■ **Brief**:
Check the records below line by line, and report how many lines include the string "nowrap". No other words are needed.

========================================

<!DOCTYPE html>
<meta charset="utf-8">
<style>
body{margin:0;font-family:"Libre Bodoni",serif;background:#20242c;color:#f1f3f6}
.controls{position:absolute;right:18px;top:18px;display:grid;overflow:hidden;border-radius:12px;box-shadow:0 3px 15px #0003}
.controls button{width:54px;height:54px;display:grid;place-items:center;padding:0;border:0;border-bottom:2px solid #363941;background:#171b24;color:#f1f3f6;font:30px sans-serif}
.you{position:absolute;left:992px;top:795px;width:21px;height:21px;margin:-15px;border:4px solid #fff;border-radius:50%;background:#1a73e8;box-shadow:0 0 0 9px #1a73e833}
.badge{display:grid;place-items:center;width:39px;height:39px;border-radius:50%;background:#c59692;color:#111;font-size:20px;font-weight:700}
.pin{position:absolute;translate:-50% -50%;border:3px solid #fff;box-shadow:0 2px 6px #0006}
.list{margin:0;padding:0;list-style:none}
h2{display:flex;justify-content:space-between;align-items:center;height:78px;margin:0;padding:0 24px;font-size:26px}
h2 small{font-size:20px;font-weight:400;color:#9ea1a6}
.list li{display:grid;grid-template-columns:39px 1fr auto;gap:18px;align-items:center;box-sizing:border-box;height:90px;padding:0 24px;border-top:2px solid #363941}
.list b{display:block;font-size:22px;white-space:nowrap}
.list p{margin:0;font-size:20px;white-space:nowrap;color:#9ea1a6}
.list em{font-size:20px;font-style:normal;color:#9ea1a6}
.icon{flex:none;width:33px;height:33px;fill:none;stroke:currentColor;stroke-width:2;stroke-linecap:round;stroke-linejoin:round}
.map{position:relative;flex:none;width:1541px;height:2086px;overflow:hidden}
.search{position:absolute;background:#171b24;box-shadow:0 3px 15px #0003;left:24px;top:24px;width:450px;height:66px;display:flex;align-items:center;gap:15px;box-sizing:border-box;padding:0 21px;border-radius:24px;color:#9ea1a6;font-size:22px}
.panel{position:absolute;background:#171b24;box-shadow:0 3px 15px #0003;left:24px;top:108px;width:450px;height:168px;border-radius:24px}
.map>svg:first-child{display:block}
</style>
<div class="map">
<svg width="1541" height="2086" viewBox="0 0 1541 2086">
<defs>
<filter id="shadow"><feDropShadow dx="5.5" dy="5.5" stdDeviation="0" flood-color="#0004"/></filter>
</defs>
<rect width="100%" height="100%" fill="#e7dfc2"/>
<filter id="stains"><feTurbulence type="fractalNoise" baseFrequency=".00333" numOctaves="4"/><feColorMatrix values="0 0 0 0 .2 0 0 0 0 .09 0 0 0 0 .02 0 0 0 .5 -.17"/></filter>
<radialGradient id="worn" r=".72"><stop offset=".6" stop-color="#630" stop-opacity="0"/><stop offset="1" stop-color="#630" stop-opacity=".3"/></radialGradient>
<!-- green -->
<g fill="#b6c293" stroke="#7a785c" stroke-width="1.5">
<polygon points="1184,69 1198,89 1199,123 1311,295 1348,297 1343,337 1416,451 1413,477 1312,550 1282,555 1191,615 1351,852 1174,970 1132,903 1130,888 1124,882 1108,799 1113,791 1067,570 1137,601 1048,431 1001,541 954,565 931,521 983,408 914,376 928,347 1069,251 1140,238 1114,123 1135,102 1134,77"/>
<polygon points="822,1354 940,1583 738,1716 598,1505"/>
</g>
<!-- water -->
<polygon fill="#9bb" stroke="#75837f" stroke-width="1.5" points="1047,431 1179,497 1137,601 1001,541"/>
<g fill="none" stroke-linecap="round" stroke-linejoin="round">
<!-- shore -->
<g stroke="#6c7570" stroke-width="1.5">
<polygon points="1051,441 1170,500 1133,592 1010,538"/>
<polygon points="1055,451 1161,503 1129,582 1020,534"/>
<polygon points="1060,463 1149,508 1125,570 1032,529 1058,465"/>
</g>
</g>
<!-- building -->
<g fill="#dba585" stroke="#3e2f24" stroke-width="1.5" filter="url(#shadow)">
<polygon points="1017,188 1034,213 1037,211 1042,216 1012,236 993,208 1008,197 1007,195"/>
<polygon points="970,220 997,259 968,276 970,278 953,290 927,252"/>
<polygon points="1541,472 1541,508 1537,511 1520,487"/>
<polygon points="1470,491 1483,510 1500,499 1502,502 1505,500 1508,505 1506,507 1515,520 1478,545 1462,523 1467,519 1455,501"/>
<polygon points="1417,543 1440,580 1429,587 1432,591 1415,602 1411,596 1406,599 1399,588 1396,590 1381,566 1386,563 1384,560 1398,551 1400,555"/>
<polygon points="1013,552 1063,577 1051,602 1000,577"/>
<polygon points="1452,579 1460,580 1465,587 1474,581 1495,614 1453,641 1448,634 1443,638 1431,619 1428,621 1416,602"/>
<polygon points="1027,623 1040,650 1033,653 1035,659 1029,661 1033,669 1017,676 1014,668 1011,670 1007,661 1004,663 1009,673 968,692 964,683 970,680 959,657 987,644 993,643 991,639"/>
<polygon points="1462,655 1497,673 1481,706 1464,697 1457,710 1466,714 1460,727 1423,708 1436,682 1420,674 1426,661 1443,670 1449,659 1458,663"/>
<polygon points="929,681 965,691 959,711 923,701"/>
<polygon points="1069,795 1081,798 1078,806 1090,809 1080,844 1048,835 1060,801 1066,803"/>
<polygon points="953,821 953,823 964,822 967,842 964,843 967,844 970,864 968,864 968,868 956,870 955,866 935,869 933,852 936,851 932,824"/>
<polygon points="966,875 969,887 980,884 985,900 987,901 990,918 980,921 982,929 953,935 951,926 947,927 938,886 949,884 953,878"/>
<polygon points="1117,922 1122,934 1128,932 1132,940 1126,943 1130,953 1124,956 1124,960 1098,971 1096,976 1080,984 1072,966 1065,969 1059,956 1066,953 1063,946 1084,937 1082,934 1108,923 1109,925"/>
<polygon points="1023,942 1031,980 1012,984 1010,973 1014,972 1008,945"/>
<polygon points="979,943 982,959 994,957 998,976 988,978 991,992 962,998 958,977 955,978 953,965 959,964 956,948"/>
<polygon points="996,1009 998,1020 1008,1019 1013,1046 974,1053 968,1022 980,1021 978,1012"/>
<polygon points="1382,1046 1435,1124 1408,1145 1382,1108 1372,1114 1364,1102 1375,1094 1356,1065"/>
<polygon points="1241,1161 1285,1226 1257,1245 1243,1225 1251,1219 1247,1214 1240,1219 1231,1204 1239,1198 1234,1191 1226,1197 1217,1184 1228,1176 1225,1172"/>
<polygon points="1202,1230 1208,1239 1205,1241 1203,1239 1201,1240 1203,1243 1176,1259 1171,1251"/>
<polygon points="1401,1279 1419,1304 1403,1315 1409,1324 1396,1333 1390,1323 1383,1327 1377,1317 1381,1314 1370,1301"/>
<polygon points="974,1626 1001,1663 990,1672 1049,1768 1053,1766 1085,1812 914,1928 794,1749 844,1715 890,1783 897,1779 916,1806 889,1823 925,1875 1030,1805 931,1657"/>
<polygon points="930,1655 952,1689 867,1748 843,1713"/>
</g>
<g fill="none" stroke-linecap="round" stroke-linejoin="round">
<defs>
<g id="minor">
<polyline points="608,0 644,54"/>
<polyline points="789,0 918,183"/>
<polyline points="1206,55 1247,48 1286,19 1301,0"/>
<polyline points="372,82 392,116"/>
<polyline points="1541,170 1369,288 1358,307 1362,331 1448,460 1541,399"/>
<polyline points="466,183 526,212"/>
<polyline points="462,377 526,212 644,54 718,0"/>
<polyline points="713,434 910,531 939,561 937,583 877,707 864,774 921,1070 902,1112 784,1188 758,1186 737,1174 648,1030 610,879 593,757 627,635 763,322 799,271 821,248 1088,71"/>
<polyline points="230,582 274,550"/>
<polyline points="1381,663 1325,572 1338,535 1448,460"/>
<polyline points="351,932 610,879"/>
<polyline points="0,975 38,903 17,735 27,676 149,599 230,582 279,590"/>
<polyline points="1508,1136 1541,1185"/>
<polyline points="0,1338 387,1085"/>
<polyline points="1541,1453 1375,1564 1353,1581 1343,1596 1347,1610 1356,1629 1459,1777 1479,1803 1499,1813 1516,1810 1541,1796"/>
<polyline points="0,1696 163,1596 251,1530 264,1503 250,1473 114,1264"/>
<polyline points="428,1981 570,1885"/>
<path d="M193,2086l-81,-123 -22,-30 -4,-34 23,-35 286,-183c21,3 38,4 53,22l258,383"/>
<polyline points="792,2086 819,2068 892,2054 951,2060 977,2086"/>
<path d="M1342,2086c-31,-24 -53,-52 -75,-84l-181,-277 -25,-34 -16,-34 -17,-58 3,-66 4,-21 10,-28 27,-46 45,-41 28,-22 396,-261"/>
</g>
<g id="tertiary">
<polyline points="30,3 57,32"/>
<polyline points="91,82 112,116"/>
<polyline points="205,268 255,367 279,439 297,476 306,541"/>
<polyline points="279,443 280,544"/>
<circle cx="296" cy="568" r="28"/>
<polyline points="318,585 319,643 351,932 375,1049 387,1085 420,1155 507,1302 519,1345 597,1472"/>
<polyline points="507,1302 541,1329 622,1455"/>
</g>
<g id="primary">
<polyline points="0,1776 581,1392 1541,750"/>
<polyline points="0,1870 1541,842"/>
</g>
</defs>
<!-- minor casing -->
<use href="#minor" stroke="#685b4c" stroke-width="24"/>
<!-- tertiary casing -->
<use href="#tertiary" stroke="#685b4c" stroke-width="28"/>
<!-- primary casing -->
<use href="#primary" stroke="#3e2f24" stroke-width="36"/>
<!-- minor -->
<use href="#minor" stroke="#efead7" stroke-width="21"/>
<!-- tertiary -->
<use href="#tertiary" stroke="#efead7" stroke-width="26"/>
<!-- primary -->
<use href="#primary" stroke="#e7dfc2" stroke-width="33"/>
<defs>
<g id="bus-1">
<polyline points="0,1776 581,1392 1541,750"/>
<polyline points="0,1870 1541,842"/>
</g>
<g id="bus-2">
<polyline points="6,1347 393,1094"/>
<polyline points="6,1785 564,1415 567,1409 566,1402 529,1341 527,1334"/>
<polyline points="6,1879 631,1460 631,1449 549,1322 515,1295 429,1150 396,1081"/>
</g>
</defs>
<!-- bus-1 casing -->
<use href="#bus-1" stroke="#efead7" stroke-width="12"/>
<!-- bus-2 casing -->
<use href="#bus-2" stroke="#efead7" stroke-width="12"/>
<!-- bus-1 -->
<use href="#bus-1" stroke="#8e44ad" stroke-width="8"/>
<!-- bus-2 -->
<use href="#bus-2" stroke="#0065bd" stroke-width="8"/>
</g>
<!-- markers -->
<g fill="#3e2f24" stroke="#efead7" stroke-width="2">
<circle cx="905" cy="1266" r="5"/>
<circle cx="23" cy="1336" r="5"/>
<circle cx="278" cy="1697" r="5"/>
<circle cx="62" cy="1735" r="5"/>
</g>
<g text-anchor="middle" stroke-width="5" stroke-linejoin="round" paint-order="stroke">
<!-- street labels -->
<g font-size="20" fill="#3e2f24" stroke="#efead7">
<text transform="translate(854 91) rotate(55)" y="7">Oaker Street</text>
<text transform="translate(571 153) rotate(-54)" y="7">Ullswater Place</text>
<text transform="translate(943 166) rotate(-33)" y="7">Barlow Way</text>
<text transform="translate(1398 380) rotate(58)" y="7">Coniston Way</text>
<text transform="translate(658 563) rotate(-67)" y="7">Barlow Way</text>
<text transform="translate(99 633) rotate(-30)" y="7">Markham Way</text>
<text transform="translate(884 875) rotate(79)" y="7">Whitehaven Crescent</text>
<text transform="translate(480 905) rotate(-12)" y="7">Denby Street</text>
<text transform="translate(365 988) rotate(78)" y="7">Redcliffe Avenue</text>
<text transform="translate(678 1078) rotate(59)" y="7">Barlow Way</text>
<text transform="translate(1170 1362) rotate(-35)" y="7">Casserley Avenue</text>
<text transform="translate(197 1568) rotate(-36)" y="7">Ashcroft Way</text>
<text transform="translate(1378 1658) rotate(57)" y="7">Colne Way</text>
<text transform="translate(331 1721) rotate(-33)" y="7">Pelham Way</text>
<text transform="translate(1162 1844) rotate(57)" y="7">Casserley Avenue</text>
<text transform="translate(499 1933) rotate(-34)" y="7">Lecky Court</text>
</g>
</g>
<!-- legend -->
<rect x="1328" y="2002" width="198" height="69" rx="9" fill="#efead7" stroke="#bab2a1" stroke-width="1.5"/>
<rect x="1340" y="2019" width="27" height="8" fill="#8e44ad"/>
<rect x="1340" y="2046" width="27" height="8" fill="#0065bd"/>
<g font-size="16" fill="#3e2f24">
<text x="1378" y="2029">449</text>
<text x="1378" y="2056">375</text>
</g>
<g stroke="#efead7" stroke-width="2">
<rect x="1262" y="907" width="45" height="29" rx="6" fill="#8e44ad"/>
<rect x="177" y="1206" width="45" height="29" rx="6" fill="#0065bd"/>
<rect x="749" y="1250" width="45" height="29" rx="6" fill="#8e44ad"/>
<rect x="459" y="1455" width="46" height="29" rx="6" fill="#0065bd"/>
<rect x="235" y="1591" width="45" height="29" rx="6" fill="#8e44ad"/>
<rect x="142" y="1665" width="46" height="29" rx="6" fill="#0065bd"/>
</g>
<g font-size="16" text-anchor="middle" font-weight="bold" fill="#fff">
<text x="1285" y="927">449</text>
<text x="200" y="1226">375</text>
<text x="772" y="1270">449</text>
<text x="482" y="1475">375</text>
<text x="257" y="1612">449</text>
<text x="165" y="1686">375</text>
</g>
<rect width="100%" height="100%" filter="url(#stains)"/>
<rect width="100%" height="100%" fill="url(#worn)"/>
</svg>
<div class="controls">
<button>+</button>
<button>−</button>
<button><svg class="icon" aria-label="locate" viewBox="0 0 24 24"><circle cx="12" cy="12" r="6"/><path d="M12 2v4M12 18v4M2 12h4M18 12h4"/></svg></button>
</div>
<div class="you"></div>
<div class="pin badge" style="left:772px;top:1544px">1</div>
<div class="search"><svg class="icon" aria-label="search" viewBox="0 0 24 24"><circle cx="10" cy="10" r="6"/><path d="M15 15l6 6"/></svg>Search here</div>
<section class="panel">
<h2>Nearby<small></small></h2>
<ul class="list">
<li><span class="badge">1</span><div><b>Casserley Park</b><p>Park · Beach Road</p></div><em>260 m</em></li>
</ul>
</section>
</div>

========================================

■ **Exercise result**:
2